Work to complete.
Check each line below for the word "icon" and give the count alone.

==============================

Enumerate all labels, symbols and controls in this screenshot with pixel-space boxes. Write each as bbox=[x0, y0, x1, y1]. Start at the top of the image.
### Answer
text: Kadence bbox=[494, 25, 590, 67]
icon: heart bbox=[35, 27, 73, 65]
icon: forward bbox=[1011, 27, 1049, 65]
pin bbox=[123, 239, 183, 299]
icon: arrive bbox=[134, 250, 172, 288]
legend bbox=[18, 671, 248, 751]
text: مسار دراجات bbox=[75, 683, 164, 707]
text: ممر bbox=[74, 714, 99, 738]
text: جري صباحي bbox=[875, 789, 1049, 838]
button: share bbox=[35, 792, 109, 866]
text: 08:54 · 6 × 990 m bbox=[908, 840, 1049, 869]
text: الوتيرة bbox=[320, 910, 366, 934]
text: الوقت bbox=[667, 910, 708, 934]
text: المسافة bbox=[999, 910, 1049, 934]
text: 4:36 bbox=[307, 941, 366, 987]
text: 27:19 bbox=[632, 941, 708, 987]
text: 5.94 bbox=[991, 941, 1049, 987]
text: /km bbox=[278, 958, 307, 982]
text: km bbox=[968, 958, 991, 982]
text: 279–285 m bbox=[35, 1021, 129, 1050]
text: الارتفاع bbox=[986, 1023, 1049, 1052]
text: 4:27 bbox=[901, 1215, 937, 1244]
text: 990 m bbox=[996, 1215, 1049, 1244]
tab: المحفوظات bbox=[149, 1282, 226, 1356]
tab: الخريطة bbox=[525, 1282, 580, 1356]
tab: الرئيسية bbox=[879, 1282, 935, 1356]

==============================

Answer below.
3